Diagnostic accuracy of a machine learning algorithm using point-of-care high-sensitivity cardiac troponin I for rapid rule-out of myocardial infarction: a retrospective study.

Abstract

Background: Point-of-care (POC) high-sensitivity cardiac troponin (hs-cTn) assays have been shown to provide similar analytical precision despite substantially shorter turnaround times compared with laboratory-based hs-cTn assays. We applied the previously developed machine learning based personalised Artificial Intelligence in Suspected Myocardial Infarction Study (ARTEMIS) algorithm, which can predict the individual probability of myocardial infarction, with a single POC hs-cTn measurement, and compared its diagnostic performance with standard-of-care pathways for rapid rule-out of myocardial infarction.

Methods: We retrospectively analysed pooled data from consecutive patients of two prospective observational cohorts in geographically distinct regions (the Safe Emergency Department Discharge Rate cohort from the USA and the Suspected Acute Myocardial Infarction in Emergency cohort from Australia) who presented to the emergency department with suspected myocardial infarction. Patients with ST-segment elevation myocardial infarction were excluded.
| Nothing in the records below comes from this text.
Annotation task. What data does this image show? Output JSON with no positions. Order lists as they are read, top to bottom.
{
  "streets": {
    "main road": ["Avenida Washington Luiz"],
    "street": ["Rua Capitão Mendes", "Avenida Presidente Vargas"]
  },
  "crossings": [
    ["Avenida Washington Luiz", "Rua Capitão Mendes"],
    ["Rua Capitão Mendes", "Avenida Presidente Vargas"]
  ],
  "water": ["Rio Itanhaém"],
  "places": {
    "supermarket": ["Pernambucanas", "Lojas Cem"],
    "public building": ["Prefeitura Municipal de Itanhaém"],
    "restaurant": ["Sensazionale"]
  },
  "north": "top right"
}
Safety and efficacy of direct rule-out of myocardial infarction by the ARTEMIS algorithm (at a pre-specified probability threshold of <0·5%) were compared with the European Society of Cardiology (ESC)-recommended and the American College of Cardiology (ACC)-recommended 0 h pathways using a single POC high-sensitivity cardiac troponin I (hs-cTnI) measurement (Siemens Atellica VTLi as investigational assay). The primary diagnostic outcome was an adjudicated index diagnosis of type 1 or type 2 myocardial infarction according to the Fourth Universal Definition of Myocardial Infarction. The safety outcome was a composite of incident myocardial infarction and cardiovascular death (follow-up events) at 30 days. Additional analyses were performed for type I myocardial infarction only (secondary diagnostic outcome), and for each cohort separately. Subgroup analyses were performed for age (<65 years vs ≥65 years), sex, symptom onset (≤3 h vs >3 h), estimated glomerular filtration rate (<60 mL/min per 1·73 m²vs ≥60 mL/min per 1·73 m²), and absence or presence of arterial hypertension, diabetes, a history of coronary artery disease, myocardial infarction, or heart failure, smoking, and ischaemic electrocardiogram signs.
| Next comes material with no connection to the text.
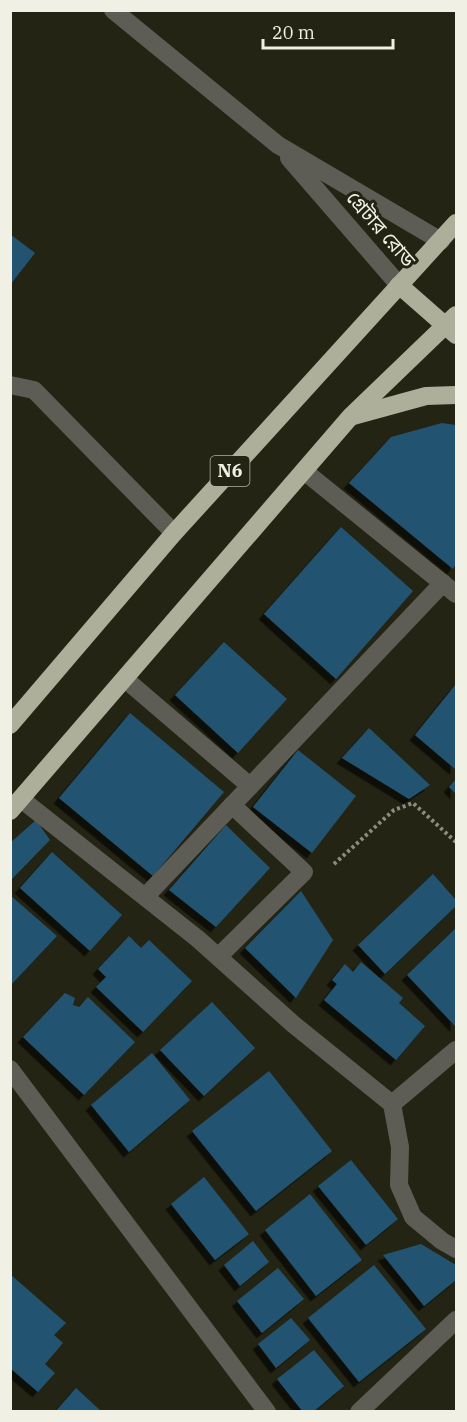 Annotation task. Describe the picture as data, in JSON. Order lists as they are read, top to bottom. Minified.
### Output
{"streets":{"highway":["গ্রেটার রোড","N6"]},"crossings":[["গ্রেটার রোড","N6"]],"scale_bar":"20 m"}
Findings: Among 2560 patients (1075 [42%] women, median age 58 years [IQR 48·0-69·0]), prevalence of myocardial infarction was 6·5% (166/2560). The ARTEMIS-POC algorithm classified 899 patients (35·1%) as suitable for rapid rule-out with a negative predictive value of 99·96% (95% CI 99·64-99·96) and a sensitivity of 99·68% (97·21-99·70). For type I myocardial infarction only, negative predictive value and sensitivity were both 100%. Proportions of missed index myocardial infarction (0·05% [0·04-0·42]) and follow-up events at 30 days (0·07% [95% CI 0·06-0·59]) were low. While maintaining high safety, the ARTEMIS-POC algorithm identified more than twice as many patients as eligible for direct rule-out compared with guideline-recommended ESC 0 h (15·2%) and ACC 0 h (13·8%) pathways. Superior efficacy persisted across all clinically relevant subgroups.
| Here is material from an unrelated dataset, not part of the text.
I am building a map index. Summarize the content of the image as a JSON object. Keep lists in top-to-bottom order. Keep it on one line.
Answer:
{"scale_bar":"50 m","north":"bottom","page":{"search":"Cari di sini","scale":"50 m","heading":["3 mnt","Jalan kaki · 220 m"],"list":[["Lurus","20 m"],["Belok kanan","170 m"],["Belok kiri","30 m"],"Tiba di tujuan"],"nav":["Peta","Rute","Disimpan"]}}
Interpretation: The patient-tailored, medical decision support ARTEMIS-POC algorithm applied with a single POC hs-cTnI measurement allows for very rapid, safe, and more efficient direct rule-out of myocardial infarction than guideline-recommended pathways. It has the potential to expedite the safe discharge of low-risk patients from the emergency department including early presenters with symptom onset less than 3 h at the time of admission and might open new opportunities for the triage of patients with suspected myocardial infarction even in ambulatory, preclinical, or geographically isolated care settings.

Funding: The German Center for Cardiovascular Research (DZHK).